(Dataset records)

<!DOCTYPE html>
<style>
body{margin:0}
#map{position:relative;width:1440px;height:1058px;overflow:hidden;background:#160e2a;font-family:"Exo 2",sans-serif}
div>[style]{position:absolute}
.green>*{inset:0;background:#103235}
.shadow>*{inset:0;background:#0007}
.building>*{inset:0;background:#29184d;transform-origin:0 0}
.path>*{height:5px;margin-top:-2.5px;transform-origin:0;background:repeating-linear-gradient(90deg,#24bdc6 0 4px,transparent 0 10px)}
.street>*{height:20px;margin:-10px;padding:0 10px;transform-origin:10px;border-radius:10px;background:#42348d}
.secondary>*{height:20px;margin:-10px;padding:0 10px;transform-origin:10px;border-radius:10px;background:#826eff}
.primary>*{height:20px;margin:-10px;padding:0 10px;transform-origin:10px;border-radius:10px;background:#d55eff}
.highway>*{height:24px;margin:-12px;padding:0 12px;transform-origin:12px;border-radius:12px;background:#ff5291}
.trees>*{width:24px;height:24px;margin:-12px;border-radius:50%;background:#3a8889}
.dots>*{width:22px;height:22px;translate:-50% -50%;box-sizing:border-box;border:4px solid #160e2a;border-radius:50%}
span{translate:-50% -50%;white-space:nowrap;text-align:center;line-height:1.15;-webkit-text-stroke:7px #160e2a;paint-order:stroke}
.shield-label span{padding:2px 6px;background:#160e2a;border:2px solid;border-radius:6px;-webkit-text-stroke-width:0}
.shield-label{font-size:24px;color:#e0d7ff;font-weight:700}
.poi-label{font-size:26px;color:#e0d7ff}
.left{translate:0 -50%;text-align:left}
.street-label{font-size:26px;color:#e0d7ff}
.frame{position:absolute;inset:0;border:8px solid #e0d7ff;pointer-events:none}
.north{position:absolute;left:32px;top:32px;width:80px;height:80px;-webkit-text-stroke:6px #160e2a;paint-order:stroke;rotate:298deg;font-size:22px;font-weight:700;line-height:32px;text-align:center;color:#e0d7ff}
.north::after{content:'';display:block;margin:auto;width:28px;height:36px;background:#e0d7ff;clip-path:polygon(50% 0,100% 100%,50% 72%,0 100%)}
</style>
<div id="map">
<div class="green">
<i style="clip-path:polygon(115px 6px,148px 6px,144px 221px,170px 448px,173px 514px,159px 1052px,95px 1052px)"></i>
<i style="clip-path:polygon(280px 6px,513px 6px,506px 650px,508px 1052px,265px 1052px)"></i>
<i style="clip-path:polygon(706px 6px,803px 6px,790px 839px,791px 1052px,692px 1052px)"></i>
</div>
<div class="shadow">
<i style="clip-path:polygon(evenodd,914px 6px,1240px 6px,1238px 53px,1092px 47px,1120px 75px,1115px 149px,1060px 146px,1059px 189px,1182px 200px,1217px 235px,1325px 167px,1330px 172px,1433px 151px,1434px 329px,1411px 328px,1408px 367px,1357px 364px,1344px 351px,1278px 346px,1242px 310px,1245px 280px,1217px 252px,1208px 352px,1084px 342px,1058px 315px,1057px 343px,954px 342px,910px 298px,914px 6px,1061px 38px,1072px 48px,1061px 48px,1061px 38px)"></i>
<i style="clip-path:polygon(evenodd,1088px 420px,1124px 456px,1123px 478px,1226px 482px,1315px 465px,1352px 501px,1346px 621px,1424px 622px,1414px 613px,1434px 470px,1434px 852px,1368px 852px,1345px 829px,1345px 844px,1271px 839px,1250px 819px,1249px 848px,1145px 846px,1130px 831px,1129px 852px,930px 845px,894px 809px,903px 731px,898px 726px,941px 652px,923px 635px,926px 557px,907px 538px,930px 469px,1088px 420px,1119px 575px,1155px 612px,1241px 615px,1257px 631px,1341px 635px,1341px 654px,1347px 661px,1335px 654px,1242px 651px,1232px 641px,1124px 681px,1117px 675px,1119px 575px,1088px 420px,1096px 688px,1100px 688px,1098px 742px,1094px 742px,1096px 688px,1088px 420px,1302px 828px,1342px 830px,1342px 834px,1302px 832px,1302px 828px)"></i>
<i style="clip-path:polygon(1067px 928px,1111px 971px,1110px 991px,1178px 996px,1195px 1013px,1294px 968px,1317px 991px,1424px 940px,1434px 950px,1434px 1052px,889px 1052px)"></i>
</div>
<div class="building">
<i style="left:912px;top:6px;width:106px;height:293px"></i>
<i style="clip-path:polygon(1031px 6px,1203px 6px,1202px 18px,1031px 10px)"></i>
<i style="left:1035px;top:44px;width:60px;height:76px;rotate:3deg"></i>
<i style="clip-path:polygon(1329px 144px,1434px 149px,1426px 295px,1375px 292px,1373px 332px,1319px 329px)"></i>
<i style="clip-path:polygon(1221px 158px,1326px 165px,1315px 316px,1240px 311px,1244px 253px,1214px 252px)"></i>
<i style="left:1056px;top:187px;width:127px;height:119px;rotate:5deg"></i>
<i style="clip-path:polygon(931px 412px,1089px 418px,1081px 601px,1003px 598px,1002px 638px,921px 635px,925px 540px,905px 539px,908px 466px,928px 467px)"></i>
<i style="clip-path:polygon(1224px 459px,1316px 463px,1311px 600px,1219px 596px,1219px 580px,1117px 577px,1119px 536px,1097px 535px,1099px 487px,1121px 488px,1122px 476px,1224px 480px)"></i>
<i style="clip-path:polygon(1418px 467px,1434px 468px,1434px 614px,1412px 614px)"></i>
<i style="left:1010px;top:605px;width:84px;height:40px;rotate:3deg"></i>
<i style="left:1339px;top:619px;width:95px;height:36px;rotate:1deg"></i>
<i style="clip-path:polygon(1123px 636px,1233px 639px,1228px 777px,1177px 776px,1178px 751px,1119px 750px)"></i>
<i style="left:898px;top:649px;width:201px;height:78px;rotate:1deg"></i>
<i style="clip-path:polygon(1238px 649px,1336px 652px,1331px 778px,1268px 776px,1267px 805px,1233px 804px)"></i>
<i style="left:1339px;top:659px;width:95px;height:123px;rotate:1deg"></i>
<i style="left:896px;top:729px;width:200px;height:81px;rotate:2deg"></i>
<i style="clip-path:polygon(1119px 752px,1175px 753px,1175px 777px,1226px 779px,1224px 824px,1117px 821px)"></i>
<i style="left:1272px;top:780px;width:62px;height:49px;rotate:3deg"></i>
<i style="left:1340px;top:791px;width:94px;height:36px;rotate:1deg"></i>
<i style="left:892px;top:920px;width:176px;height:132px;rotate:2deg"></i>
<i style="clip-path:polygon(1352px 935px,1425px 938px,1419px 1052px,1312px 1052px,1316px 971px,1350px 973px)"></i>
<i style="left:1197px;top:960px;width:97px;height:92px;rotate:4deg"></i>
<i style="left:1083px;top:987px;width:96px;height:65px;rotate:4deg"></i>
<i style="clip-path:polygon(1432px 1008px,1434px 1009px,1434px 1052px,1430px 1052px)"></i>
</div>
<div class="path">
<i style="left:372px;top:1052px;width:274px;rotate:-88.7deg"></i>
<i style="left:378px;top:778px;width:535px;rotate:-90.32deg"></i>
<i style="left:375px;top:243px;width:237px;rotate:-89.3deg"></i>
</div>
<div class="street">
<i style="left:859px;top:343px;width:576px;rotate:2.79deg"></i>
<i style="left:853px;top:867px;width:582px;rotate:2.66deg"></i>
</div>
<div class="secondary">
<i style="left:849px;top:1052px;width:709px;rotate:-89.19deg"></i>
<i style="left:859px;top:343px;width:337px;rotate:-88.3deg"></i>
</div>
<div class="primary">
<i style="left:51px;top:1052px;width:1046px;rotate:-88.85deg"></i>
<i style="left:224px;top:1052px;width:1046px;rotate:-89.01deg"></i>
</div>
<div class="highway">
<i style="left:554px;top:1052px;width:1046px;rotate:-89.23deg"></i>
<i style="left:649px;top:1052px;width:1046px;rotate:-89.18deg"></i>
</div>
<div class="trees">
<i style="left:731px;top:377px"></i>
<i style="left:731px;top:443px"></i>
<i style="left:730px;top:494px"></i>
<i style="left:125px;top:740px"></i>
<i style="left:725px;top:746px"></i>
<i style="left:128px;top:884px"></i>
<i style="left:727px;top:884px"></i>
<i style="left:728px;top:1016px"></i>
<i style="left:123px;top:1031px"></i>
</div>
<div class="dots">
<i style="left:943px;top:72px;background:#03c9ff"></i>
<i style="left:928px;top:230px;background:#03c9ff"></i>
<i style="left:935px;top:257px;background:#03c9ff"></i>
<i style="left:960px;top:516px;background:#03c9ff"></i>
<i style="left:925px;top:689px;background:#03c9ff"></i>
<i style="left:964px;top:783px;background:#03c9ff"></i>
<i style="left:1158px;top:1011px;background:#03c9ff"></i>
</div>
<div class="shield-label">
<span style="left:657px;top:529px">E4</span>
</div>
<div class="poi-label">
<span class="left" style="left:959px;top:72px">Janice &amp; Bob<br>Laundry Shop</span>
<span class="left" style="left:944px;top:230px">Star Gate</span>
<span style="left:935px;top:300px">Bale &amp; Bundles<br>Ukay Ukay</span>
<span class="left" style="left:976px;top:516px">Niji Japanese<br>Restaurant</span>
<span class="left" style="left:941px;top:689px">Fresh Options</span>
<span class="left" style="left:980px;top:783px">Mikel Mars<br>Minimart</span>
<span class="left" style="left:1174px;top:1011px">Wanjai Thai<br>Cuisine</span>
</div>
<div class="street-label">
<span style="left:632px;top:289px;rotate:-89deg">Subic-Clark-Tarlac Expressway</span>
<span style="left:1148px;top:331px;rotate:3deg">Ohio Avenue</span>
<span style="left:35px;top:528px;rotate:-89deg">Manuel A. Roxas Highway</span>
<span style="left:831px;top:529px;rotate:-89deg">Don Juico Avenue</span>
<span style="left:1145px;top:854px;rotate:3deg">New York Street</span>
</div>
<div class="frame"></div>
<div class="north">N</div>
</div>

• Assignment: Return the opening line of the data and every line after it through the line containing "0 4px,transparent 0", please, exactly as written and with nothing added.

• Written response:
<!DOCTYPE html>
<style>
body{margin:0}
#map{position:relative;width:1440px;height:1058px;overflow:hidden;background:#160e2a;font-family:"Exo 2",sans-serif}
div>[style]{position:absolute}
.green>*{inset:0;background:#103235}
.shadow>*{inset:0;background:#0007}
.building>*{inset:0;background:#29184d;transform-origin:0 0}
.path>*{height:5px;margin-top:-2.5px;transform-origin:0;background:repeating-linear-gradient(90deg,#24bdc6 0 4px,transparent 0 10px)}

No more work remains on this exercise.